Beynin müzikle birlikte mutlulukla, hazla ilgili hormonlar salgıladığını dile getiren Tarhan; “Salgıladığı zaman kişide korku gidiyor, özgüven, enerji, cesaret geliyor onunla birlikte odaklanma oluyor kişi bütün sorunlarını unutuyor. O coşku içerisinde saatlerce sallanıyor, hareket ediyor, eğleniyor bütün kurtları döktük geldik diyor. Rahatladık diyorlar ama bu sefer ödül bağımlılığı ortaya çıkıyor. Ona yüklediği anlam sadece maddi bir haz, somut bir haz bitince onu aramaya başlıyor. Çünkü lezzet sürdürülebilir olursa kalıcı etki yapıyor. Sürdürülebilir olursa ve kontrol edilebilir olursa haz ve lezzet kalıcı etki yapıyor. Sürdürülebilir ve kontrol edilebilir olmayan lezzetler bittiği zaman insana acı çektiriyor. Mesela haz verici, keyif verici bir ilaç alıyorsun etkisi geçince daha çok istiyorsun. Eğlenceye gidiyorsun saat başı eğleniyorsun sonra bu sefer onun hayaliyle günlerini geçirmeye çalışıyorsun.

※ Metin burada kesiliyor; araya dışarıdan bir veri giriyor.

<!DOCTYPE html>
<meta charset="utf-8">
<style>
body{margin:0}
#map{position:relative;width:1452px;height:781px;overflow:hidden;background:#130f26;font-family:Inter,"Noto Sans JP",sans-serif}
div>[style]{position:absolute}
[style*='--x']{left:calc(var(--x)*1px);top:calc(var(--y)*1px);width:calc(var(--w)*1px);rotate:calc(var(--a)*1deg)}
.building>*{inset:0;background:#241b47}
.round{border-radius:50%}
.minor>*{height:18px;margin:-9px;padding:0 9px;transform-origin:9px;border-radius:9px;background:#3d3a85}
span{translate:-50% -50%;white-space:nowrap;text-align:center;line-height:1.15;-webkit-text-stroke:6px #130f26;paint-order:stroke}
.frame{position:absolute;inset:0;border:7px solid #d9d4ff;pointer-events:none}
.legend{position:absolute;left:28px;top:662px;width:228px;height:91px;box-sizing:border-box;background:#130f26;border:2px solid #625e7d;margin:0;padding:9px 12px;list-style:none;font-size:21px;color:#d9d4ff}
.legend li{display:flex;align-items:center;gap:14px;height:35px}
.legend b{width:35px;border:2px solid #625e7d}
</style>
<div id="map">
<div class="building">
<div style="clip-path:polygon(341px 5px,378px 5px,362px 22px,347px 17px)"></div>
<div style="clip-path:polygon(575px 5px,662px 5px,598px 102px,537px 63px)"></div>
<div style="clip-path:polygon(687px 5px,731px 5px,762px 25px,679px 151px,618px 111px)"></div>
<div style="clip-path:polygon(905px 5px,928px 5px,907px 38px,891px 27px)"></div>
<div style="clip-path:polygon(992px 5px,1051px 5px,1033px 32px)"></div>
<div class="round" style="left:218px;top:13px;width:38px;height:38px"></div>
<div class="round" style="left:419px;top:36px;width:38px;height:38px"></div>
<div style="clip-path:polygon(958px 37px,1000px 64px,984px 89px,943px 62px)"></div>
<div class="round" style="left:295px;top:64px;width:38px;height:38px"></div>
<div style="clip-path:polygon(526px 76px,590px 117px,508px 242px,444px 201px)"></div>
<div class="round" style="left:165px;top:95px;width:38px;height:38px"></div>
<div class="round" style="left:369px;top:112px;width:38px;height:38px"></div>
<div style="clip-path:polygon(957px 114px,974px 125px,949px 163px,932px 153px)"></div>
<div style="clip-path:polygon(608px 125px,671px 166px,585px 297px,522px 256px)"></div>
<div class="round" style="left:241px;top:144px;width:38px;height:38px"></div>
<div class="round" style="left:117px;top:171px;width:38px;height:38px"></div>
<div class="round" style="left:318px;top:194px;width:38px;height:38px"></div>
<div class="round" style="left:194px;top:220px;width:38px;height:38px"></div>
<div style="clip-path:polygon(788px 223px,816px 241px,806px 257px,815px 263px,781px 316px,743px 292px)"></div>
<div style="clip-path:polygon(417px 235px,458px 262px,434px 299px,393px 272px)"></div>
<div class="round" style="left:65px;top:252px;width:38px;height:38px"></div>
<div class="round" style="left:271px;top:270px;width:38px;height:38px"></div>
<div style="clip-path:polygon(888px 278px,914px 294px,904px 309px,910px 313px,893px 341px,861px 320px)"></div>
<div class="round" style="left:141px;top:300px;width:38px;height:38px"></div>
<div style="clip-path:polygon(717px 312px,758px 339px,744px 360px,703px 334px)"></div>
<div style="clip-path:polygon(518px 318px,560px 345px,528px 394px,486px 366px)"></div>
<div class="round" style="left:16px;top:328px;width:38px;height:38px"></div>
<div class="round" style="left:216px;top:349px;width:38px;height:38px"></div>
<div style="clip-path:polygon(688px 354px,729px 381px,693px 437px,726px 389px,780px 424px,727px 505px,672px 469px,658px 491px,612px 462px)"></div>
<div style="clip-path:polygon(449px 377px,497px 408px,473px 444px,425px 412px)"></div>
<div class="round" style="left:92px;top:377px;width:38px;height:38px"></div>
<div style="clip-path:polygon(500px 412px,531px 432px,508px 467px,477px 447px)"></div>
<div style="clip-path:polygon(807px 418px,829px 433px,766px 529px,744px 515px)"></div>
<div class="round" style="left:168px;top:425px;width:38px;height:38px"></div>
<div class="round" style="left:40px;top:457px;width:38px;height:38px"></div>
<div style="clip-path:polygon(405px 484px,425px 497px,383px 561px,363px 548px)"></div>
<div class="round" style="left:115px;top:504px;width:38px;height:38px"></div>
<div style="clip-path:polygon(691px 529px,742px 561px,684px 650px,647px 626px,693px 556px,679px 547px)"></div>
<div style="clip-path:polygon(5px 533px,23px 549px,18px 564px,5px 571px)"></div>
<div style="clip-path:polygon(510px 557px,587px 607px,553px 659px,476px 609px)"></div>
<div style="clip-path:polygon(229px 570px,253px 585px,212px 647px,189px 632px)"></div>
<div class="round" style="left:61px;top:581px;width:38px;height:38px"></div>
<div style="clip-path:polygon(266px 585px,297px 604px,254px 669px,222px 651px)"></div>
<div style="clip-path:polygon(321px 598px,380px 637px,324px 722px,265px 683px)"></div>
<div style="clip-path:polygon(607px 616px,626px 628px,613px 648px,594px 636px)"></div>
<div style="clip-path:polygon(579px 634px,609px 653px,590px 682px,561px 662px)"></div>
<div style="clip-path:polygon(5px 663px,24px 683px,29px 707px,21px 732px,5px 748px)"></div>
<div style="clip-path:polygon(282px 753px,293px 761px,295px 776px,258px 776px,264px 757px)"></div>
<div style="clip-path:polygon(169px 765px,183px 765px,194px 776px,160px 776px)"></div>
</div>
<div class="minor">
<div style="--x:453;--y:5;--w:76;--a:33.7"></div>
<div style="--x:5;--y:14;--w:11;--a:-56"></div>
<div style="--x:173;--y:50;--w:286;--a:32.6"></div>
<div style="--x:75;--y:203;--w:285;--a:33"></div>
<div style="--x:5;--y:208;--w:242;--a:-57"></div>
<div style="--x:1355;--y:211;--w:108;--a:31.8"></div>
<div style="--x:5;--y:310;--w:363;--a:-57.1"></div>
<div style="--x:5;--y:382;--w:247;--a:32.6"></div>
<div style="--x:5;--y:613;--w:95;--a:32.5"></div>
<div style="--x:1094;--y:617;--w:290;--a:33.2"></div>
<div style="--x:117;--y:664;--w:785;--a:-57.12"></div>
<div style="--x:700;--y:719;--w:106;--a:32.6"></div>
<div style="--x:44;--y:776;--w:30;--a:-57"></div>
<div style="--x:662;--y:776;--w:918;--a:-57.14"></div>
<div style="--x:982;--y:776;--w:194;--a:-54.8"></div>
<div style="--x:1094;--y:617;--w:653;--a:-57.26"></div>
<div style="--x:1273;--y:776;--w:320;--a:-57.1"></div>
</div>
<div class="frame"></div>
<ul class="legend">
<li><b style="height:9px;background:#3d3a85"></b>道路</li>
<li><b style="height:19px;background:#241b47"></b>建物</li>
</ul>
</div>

Sürdürülebilir ve kontrol edilebilir haz insanın arayışında var.” dedi.
“Sanat kendini ifade etme alanıdır”
Sanatın az sözle çok şey ifade edebildiğini ve benzerinin yapılamadığını vurgulayan Tarhan; “Sanat insanın psikolojik ihtiyaçlarını karşıladığı gibi kendini ifade etme alanıdır. Mesela sinema bir sanat, müzik bir sanat, karikatür bir sanat. Bazen bir karikatür alıyorsun on beş sayfalık bir kavramı anlatıyor. Sanat işte budur. Sanatın özelliği veciz olması. Az sözle çok şey ifade edebilmesi ve benzerinin yapılamaması. Veciz, icaz olması diye geçiyor. Benzerinin olmaması, benzerini yapmakta başkalarının aciz duruma düşmesi. İcaz mucize olması. Diğeri de az şeyle veciz olması. Az şeyle çok şey ifade etme. Bu sanatın özelliğidir. Söz sanatında da müzik sanatında da resimde de böyledir. Bu sanatın özelliklerini herkes yapamaz. Bunlar duyguları harekete geçiriyor.” ifadelerini kullandı.
“Sanat insanları etkilediği zaman kabul görüyor”
İki türlü sanat yönünden bahseden Tarhan; “Sanatın sosyolojik yönü var ama bu bütün insanlarda ortak olduğu zaman, insanları etkilediği zaman o sanat kabul görüyor. Bu iki türlü oluyor. Birileri ‘Sanat sanat içindir’ diyor, birileri ‘Sanat toplum içindir’ diyor. Bizim toplumlarımızda sanat insanların idealleri, inançları için olmuş. Sanata o şekilde odaklanmışız. Sanat sanat için değil insanlık için olursa ruha iyi gelir. Leyleklere sadaka taşları yapmışız. Sanatı böyle ifade etmişiz. Bizde camilerin dışı sadedir, içi renklidir, süslüdür. Katedrallerin dışı gösterişlidir, içi çok karanlık, bunaltıcıdır. O kültür iç dünyaya önem vermiyor, dışa önem veriyor. Biz içe önem veriyoruz, camide içe önem veriyoruz. Dışını o kadar önemsemiyoruz. Bu da bir nevi kültürün dışa yansımasıdır. Kültürel olarak biz iç güzelliğe önem veriyoruz onlar dış güzelliğe önem veriyor.” şeklinde konuştu.